(DATASET RECORDS)

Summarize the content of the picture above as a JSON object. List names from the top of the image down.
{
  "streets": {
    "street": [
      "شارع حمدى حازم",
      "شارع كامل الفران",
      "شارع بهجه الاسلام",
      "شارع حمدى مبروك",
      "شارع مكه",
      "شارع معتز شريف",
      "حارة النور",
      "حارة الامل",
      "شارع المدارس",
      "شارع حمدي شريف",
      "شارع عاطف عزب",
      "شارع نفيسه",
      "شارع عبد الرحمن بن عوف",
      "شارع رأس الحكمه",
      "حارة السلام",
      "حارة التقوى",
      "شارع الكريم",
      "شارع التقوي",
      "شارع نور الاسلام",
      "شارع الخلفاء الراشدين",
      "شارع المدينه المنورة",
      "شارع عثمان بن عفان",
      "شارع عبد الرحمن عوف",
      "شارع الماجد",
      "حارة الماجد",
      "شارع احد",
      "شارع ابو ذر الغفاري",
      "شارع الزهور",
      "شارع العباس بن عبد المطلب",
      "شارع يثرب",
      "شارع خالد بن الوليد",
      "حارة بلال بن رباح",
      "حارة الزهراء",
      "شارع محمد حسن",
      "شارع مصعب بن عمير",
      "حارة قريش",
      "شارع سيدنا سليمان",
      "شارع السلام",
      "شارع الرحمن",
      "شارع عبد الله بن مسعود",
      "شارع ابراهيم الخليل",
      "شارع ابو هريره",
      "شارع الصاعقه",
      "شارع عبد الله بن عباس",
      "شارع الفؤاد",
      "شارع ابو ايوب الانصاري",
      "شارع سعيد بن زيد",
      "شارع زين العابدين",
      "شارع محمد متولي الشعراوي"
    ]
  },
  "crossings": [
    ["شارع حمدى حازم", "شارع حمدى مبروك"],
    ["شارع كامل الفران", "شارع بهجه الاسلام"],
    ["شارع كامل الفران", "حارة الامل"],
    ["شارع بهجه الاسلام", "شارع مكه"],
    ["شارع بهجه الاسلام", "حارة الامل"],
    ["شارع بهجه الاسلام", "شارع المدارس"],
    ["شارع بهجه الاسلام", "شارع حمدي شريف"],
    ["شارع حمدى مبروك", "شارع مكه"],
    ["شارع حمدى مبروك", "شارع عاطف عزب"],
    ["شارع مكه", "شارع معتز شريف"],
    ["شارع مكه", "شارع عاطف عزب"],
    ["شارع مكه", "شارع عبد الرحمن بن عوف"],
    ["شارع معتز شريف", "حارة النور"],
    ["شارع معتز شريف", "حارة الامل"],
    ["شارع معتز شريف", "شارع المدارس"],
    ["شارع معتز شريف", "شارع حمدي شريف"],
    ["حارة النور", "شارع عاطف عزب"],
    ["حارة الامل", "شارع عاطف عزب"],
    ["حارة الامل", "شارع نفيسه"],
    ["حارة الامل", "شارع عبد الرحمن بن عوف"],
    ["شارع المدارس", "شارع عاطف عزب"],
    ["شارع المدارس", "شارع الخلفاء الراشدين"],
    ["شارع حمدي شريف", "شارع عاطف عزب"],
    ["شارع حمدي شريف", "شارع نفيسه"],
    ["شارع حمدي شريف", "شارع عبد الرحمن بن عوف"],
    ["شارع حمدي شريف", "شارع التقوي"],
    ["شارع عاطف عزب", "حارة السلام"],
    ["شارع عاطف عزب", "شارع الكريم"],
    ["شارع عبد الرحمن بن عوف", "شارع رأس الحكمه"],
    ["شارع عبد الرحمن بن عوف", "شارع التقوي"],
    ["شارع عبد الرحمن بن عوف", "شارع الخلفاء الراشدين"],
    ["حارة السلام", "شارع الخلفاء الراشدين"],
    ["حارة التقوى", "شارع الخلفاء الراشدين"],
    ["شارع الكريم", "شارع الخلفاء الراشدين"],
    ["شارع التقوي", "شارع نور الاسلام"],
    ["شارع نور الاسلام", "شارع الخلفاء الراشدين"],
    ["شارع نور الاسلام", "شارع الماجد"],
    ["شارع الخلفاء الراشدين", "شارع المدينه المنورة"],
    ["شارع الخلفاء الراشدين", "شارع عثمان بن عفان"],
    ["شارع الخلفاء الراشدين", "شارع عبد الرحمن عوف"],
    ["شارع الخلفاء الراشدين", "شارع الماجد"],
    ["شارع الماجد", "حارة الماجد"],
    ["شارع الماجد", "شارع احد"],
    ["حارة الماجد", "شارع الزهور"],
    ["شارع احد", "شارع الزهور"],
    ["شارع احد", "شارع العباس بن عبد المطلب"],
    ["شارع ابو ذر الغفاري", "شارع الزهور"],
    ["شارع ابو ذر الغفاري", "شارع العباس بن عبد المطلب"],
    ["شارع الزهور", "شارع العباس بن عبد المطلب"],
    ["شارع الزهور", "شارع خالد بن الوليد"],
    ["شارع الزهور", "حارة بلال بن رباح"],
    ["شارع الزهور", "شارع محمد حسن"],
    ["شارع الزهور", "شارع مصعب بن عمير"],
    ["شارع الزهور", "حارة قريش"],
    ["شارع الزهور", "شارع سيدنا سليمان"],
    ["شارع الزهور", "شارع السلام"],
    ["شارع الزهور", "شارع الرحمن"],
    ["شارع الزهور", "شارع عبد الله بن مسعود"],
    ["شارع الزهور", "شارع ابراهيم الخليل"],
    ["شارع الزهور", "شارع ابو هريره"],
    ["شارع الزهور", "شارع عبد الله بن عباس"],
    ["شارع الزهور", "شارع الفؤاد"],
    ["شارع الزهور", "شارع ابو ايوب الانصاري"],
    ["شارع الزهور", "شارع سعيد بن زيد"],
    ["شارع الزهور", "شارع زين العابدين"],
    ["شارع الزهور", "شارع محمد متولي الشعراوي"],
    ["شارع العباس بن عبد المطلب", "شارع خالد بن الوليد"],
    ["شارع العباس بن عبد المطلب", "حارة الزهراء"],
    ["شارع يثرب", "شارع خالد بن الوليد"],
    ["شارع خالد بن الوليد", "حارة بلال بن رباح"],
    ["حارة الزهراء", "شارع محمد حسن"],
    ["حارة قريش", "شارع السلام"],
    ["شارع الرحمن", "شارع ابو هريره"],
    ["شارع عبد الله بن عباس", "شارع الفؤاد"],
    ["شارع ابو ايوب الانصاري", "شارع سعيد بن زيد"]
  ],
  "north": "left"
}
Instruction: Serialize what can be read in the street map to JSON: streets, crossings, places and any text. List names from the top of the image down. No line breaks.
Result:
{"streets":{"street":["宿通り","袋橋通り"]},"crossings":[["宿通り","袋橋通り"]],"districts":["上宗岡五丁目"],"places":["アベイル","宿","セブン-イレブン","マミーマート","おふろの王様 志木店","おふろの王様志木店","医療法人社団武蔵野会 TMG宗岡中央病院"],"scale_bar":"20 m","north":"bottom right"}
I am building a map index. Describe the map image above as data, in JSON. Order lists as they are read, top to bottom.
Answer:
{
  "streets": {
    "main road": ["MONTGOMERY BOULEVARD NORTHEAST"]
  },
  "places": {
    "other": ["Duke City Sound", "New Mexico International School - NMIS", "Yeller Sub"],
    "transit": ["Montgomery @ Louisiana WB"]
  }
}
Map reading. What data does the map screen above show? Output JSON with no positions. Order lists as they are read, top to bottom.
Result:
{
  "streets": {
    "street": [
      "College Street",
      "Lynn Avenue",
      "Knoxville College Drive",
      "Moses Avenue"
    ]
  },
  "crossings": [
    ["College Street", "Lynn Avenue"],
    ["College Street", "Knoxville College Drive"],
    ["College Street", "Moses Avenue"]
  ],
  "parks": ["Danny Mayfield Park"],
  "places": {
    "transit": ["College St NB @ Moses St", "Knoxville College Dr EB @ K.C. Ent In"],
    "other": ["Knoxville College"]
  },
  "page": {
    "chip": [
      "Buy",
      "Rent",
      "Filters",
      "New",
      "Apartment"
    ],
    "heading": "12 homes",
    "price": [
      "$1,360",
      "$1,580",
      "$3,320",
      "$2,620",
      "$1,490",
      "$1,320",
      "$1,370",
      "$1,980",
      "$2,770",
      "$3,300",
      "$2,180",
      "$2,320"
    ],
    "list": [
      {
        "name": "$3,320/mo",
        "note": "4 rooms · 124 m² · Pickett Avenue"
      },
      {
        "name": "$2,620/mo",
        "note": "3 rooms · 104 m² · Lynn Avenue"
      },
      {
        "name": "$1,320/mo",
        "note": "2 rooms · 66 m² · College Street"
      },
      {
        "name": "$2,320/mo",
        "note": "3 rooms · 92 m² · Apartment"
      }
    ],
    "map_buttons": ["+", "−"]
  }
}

(End DATASET RECORDS)

> [YOUR INSTRUCTIONS]: Wherever the string "حمدي" occurs in the records above, copy that line.

> [EXERCISE OUTPUT]:
      "شارع حمدي شريف",
    ["شارع بهجه الاسلام", "شارع حمدي شريف"],
    ["شارع معتز شريف", "شارع حمدي شريف"],
    ["شارع حمدي شريف", "شارع عاطف عزب"],
    ["شارع حمدي شريف", "شارع نفيسه"],
    ["شارع حمدي شريف", "شارع عبد الرحمن بن عوف"],
    ["شارع حمدي شريف", "شارع التقوي"],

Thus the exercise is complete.